**To do**
What is needed here is every line of the records that includes "bridge".
Extracted information: Begin
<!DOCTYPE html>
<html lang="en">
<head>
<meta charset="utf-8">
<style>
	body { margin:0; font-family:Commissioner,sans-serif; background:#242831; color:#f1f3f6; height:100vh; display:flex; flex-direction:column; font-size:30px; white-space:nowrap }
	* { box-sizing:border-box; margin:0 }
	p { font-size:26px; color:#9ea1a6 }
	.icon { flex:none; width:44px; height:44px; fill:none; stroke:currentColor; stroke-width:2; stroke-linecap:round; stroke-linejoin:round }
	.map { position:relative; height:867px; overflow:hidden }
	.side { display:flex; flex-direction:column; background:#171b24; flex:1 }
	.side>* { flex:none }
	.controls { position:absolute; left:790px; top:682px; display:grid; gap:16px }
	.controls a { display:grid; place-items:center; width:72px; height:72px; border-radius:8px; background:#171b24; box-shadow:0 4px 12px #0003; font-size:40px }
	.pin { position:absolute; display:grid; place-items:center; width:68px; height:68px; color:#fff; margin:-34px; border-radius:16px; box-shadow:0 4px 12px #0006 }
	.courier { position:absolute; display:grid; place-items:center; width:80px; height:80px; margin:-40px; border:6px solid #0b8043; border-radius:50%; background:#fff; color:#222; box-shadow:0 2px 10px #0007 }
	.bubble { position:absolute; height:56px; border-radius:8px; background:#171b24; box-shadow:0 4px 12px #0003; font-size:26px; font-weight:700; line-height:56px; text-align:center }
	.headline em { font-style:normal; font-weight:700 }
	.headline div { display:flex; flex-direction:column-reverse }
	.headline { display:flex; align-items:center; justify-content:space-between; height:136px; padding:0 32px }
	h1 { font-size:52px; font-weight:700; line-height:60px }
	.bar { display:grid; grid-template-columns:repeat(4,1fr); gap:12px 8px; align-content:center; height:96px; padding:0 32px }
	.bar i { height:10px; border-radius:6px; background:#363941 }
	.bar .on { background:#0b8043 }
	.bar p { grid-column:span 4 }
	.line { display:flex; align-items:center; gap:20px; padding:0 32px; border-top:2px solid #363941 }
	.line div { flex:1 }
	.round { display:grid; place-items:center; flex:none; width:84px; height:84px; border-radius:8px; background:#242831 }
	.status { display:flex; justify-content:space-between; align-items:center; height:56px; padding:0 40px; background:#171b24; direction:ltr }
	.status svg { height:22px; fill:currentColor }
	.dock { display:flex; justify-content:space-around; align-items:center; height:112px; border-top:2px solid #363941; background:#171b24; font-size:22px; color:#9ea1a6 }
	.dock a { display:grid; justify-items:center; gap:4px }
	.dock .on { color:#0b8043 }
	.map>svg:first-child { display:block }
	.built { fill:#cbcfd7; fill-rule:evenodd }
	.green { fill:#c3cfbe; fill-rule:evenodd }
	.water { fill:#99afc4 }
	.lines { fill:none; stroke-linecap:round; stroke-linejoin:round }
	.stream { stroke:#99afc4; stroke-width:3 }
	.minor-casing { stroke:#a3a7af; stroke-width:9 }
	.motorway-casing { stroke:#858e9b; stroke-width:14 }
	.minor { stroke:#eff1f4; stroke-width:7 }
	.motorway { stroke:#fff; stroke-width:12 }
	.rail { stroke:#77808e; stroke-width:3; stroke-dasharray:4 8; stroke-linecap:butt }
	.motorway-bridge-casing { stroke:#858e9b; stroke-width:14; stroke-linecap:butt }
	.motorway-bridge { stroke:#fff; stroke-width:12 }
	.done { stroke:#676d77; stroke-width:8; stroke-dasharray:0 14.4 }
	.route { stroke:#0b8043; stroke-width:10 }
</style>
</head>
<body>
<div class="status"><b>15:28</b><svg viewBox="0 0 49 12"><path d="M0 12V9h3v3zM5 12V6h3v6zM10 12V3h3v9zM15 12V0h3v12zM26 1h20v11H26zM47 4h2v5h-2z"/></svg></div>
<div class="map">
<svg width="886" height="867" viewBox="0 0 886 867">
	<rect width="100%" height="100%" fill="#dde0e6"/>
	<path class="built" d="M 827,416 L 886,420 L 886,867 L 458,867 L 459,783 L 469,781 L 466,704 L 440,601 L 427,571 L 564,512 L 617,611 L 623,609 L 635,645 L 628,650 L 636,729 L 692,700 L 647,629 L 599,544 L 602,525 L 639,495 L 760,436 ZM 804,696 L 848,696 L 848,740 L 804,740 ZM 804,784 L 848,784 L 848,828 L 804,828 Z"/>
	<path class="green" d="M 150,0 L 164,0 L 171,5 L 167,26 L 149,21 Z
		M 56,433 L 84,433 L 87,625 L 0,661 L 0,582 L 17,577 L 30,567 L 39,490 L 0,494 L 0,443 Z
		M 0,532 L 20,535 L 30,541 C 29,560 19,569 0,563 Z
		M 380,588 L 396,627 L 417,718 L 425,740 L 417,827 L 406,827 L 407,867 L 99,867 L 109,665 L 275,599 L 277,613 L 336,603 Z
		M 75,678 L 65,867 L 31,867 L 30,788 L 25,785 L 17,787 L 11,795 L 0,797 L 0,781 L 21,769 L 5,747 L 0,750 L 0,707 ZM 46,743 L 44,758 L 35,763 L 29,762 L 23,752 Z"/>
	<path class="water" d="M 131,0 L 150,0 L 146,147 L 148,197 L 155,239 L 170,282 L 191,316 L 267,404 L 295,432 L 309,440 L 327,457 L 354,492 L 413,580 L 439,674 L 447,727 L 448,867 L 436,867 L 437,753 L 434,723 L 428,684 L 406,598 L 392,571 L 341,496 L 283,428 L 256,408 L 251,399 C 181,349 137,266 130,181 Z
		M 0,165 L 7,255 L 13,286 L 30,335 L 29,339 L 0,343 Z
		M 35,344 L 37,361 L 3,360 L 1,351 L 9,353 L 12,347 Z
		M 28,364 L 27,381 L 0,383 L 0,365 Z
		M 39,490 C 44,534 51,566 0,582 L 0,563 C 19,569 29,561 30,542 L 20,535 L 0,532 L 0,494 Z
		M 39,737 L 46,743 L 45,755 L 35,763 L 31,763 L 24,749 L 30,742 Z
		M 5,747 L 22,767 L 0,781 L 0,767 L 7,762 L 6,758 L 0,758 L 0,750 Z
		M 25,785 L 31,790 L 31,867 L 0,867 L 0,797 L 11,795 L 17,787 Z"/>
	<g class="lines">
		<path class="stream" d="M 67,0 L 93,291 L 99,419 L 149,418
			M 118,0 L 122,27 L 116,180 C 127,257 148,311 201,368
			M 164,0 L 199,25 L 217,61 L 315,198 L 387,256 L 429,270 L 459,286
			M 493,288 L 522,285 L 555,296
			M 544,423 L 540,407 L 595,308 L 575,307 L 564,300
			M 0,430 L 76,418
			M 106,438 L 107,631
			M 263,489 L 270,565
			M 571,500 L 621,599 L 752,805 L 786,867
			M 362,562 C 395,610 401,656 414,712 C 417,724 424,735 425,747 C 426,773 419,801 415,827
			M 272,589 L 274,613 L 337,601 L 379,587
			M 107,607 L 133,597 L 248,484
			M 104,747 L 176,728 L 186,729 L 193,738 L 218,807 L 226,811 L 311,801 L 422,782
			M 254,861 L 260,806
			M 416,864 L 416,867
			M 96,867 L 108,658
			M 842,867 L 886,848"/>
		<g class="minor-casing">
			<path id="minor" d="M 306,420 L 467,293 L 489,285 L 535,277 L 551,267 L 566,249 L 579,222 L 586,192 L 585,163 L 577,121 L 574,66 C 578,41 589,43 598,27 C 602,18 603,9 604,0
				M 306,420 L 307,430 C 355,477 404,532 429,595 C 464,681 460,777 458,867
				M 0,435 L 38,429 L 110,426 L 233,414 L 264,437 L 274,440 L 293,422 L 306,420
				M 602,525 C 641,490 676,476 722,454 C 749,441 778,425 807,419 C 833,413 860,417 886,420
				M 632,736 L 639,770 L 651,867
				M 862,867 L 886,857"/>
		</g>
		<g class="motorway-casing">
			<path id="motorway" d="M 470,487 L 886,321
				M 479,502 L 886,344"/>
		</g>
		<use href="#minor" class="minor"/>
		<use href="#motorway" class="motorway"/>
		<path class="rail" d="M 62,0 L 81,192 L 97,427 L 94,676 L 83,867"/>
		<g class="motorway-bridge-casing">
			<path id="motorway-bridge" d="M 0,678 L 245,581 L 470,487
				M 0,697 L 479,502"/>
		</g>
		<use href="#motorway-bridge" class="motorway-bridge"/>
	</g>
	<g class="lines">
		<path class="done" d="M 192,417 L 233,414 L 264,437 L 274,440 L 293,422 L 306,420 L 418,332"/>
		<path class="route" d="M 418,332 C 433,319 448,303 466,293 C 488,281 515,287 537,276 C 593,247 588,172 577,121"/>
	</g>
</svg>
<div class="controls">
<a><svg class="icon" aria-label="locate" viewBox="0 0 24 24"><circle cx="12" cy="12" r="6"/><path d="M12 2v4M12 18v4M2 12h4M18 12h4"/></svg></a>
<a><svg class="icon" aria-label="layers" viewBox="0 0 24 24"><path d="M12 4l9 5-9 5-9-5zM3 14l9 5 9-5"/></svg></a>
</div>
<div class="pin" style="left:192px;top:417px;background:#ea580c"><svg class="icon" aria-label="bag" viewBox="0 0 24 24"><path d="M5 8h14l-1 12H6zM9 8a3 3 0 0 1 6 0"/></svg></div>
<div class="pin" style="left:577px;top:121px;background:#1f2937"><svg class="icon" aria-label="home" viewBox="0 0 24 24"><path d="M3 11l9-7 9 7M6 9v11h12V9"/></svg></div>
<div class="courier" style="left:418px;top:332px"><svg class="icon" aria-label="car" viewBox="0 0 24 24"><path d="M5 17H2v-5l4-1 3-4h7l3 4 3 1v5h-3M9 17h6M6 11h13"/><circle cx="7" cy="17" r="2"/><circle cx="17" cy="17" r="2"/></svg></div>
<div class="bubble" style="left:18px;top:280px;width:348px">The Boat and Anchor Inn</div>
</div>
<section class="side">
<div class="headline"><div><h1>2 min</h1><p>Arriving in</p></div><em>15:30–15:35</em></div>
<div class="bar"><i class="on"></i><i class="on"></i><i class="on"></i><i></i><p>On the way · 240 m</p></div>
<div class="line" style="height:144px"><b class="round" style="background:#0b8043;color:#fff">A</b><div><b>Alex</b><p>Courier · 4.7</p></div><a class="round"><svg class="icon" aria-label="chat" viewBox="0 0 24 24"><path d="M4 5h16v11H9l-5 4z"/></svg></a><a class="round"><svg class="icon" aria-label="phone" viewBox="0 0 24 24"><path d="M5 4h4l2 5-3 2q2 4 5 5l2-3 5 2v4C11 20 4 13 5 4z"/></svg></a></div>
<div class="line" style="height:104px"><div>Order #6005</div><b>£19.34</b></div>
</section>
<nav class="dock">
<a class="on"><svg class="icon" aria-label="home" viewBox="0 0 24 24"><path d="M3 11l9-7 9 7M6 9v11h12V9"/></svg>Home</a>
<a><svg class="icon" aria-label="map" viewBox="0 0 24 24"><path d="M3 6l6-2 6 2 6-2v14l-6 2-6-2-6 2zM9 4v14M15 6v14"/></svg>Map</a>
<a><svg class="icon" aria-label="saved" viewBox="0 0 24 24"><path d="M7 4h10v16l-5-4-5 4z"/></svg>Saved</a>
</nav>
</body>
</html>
Extracted information: End
**Written reply**
	.motorway-bridge-casing { stroke:#858e9b; stroke-width:14; stroke-linecap:butt }
	.motorway-bridge { stroke:#fff; stroke-width:12 }
		<g class="motorway-bridge-casing">
			<path id="motorway-bridge" d="M 0,678 L 245,581 L 470,487
		<use href="#motorway-bridge" class="motorway-bridge"/>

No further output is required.